The answer must consist of every line from the data that holds "roads".

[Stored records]

##############################

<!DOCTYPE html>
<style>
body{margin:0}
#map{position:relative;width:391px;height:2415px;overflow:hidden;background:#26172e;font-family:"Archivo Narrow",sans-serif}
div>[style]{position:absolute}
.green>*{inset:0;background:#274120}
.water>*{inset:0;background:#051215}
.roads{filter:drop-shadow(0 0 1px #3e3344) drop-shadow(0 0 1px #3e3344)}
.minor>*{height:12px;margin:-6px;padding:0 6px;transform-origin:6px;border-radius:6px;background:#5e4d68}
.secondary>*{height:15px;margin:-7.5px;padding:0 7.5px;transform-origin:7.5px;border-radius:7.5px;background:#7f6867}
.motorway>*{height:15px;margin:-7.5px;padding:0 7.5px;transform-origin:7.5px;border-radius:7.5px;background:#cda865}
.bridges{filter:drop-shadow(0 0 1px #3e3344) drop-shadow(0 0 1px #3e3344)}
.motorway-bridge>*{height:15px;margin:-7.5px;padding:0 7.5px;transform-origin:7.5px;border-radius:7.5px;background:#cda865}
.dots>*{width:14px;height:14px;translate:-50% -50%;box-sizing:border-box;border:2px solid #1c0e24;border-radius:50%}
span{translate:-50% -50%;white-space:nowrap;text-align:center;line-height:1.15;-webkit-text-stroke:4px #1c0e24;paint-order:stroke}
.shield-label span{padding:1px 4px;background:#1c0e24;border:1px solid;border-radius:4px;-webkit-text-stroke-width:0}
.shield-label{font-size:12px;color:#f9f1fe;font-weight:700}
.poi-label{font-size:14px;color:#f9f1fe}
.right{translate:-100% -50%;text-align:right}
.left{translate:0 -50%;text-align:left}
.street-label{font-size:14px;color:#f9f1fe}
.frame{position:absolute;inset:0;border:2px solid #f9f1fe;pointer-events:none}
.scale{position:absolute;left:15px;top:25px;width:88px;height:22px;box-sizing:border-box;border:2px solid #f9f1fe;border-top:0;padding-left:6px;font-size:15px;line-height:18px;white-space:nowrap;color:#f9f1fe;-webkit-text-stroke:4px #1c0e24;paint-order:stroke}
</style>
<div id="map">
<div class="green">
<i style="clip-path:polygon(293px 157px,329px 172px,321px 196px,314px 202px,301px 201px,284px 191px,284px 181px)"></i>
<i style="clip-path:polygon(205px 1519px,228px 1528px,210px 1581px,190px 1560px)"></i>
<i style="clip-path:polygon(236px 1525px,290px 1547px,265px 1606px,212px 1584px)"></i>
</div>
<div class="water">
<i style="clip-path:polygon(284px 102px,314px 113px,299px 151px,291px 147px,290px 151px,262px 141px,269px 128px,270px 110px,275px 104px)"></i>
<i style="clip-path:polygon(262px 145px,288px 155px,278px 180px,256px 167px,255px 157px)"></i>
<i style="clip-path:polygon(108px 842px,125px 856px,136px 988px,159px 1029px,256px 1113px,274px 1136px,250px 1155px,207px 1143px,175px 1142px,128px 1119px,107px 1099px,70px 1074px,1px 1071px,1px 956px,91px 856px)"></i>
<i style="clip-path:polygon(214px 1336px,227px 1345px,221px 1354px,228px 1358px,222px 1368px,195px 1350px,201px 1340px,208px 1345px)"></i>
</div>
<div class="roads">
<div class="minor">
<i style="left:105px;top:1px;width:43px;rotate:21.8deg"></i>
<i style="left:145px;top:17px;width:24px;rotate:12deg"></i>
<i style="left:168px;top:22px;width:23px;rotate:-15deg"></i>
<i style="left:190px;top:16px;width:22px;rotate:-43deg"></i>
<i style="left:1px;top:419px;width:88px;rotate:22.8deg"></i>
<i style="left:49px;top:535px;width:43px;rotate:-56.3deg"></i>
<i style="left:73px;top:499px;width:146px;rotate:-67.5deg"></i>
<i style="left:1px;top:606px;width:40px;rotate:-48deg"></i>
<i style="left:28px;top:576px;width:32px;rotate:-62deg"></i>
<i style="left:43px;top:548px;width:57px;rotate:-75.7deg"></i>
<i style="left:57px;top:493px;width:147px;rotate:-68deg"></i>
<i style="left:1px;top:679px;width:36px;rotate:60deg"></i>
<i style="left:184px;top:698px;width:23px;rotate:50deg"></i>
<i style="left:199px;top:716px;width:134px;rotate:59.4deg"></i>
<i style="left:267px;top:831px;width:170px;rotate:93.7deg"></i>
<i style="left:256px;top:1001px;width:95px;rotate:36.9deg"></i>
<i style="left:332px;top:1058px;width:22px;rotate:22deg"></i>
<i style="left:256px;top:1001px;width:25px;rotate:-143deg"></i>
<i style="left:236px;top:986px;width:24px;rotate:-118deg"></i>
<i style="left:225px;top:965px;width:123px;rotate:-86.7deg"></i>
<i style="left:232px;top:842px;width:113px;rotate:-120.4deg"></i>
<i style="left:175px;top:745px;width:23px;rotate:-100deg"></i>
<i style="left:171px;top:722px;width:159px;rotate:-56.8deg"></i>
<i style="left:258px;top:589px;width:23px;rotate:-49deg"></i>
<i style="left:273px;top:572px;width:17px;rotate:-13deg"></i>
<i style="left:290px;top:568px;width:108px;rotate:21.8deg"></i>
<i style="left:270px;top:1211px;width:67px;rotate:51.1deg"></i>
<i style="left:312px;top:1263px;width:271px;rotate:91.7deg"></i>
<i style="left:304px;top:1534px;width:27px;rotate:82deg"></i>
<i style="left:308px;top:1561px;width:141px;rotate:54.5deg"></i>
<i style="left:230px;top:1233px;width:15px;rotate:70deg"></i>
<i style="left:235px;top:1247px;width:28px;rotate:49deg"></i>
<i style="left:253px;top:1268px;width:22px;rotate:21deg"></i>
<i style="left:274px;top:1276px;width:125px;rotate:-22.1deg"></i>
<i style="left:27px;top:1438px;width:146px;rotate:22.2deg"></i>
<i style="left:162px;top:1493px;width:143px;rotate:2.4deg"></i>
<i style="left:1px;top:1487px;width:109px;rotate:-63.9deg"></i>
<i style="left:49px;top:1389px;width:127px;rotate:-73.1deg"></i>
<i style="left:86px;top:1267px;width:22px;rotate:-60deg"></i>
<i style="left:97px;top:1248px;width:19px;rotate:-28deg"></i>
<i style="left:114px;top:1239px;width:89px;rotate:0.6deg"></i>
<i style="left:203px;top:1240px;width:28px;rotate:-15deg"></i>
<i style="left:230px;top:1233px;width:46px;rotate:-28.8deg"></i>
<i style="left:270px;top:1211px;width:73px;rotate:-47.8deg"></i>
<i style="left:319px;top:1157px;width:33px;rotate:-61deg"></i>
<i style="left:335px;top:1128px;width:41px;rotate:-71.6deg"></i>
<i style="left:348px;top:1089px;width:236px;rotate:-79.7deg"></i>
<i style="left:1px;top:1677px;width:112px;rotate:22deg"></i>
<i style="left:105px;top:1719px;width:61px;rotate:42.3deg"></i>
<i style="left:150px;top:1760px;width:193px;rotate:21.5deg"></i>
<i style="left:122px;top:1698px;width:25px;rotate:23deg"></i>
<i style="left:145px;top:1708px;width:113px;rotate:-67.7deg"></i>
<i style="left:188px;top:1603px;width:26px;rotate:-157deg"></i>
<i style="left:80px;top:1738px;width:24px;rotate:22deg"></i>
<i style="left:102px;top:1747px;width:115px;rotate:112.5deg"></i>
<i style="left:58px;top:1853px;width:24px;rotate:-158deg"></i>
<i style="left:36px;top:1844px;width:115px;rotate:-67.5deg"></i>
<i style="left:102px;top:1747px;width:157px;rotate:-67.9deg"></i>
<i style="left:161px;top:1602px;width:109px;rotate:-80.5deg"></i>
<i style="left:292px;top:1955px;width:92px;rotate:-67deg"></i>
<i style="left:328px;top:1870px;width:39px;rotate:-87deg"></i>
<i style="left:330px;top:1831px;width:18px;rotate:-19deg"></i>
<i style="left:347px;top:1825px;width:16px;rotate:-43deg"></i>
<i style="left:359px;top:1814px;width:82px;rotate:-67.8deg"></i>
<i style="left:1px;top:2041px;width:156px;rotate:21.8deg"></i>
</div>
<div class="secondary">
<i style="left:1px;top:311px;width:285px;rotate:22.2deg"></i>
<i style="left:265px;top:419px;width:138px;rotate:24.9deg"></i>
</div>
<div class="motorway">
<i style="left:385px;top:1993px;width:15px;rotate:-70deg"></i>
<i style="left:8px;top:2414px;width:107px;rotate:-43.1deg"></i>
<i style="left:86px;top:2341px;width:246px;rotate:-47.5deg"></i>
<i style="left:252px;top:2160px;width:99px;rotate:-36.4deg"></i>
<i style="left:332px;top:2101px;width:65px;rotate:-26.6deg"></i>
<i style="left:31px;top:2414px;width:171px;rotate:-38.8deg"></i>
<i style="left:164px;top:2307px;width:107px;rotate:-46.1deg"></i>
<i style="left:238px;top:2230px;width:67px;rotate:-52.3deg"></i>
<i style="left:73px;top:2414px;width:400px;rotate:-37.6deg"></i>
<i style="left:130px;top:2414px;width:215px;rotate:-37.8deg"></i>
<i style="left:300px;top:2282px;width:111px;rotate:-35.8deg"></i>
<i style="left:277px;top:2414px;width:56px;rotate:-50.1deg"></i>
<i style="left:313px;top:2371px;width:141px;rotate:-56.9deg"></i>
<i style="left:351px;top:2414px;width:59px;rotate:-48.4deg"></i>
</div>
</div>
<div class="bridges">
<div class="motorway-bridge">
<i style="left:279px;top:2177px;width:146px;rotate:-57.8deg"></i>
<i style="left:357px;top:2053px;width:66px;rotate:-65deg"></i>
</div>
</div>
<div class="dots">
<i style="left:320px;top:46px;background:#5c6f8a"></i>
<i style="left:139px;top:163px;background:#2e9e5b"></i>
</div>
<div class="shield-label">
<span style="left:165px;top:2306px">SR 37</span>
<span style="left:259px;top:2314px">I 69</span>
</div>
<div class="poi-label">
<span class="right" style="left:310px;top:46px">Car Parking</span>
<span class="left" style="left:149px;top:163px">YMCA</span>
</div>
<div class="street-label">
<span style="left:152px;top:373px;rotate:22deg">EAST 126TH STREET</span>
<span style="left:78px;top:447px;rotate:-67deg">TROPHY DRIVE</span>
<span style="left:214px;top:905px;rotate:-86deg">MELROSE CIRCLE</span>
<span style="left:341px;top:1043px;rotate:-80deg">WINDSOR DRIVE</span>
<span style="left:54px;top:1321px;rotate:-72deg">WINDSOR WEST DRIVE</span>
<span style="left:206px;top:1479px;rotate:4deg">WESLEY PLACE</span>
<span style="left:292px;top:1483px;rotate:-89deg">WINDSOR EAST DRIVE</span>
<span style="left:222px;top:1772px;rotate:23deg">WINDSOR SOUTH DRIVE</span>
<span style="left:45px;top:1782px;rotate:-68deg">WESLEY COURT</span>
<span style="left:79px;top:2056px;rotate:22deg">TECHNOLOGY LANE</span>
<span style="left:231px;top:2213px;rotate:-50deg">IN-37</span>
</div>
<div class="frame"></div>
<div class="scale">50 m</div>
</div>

##############################

### Final answer
.roads{filter:drop-shadow(0 0 1px #3e3344) drop-shadow(0 0 1px #3e3344)}
<div class="roads">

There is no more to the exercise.